Mathematical Modeling and Analysis of an Inverter-Based Resource

Abstract

The transition from traditional synchronous machines to inverter-based resources is evident due to their ability to integrate renewable energy sources. Problems of instability due to the dynamics of the inverter, which is a major component of an Inverter-Based Resource (IBR), need to be modeled accordingly to stabilize the system behavior. This paper includes the development of a linearized state space model for a three-phase standalone inverter equipped with an LCL filter and RL load comprising IBR. A detailed mathematical framework in MATLAB, which includes a system of differential equations, state matrices (A, B, and C), and eigenvalue analysis for stability assessment of the small-signal behavior of the inverter system, has been developed. The result includes the identification of critical modes and their participating states that provide insights into system nonlinearity and stability.

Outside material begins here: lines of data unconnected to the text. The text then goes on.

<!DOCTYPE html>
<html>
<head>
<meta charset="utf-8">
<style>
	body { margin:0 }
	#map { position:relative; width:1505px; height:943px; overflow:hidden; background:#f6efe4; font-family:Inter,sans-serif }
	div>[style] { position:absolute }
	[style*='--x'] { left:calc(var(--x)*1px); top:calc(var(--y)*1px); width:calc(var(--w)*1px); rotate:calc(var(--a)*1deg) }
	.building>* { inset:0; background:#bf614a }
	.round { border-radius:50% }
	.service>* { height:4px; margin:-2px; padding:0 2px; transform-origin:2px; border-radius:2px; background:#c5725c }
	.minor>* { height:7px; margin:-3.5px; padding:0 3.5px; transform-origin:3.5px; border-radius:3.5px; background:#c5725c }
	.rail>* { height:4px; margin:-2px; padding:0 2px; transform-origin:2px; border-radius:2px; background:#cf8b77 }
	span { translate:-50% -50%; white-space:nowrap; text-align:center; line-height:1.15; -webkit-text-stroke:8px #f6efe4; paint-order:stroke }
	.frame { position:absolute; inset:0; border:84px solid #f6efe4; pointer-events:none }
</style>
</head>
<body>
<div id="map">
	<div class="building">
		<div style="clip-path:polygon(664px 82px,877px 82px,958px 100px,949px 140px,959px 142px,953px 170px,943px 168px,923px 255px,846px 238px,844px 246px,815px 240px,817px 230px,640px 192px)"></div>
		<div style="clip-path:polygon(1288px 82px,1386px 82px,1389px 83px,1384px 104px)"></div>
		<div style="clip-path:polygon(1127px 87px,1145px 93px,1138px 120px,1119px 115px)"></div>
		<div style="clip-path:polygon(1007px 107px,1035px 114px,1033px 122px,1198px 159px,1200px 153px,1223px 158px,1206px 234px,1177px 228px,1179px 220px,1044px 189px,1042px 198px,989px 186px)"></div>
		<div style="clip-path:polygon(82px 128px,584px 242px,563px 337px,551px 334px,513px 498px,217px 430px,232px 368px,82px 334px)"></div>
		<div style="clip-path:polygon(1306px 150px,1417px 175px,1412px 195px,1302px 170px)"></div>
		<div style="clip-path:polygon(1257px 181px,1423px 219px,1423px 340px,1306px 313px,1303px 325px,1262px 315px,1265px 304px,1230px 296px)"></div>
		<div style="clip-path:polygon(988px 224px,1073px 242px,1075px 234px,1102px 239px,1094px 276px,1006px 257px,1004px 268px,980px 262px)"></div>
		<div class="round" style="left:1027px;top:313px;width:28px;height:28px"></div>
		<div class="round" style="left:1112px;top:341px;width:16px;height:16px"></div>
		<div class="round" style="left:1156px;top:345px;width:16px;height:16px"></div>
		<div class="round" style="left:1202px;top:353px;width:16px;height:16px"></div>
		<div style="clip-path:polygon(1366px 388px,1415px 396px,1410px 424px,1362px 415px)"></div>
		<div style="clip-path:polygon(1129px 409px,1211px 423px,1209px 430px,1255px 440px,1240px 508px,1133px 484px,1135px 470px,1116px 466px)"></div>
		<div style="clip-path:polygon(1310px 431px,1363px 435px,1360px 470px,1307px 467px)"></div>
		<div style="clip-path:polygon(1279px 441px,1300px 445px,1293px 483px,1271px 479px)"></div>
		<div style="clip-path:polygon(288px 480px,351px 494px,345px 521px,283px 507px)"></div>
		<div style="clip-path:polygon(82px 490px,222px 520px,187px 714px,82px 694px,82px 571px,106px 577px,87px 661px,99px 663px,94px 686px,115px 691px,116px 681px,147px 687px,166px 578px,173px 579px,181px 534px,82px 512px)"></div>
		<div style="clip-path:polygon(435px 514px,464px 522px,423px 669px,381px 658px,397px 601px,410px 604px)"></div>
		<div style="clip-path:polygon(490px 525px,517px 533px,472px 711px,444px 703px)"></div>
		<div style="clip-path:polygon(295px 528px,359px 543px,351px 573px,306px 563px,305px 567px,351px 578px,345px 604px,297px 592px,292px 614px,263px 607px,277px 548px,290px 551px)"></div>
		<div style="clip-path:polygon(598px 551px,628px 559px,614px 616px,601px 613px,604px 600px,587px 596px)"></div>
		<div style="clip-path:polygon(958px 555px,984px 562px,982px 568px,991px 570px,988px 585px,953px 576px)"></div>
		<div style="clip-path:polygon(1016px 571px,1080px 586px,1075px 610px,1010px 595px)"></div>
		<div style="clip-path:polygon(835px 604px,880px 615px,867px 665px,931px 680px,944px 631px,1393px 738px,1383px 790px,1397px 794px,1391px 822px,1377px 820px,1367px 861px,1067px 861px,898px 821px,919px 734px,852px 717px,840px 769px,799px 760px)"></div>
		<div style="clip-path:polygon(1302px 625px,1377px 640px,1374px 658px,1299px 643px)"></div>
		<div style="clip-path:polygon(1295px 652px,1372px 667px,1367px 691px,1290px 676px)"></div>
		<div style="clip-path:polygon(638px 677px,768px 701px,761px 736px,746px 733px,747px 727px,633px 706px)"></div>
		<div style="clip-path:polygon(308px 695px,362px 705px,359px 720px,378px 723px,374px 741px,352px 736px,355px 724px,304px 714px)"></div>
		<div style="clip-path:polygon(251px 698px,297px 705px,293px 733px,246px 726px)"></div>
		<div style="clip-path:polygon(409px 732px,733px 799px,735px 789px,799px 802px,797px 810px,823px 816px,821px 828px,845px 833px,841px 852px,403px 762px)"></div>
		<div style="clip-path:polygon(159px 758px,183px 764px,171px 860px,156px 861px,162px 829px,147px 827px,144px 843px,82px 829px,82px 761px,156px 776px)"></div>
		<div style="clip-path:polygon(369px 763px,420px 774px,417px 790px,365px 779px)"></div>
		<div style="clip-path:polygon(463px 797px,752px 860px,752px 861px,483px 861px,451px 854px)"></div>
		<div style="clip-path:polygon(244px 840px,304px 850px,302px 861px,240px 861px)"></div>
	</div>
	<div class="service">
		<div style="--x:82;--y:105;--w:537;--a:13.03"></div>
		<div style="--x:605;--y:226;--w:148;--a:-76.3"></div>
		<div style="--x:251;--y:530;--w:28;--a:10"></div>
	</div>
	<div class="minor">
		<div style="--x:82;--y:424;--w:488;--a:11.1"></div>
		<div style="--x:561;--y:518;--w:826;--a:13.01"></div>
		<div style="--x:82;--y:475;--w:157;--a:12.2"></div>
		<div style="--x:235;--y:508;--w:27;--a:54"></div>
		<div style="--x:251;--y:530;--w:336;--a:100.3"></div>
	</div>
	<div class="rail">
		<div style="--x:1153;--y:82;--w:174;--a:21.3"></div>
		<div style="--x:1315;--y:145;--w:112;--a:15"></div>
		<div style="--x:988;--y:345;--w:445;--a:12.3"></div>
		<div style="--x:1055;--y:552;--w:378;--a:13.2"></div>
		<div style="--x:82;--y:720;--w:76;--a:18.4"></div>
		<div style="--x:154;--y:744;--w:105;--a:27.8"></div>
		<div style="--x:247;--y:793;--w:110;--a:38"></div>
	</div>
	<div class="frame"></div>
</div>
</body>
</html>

All eight eigenvalues have real parts lying in negative real axis, with two of the modes having damping ratio 0.24% and 0.25% suggesting critically with frequency of oscillation of 3.69 kHz and 3.59 kHz, respectively. The model’s efficacy to capture electromagnetic dynamics depicting two of the electromagnetic modes with a high frequency of oscillation around the resonance frequency has been presented, alongside a solid foundation for future feedback controller design in enhancing IBRs stability in renewable integration.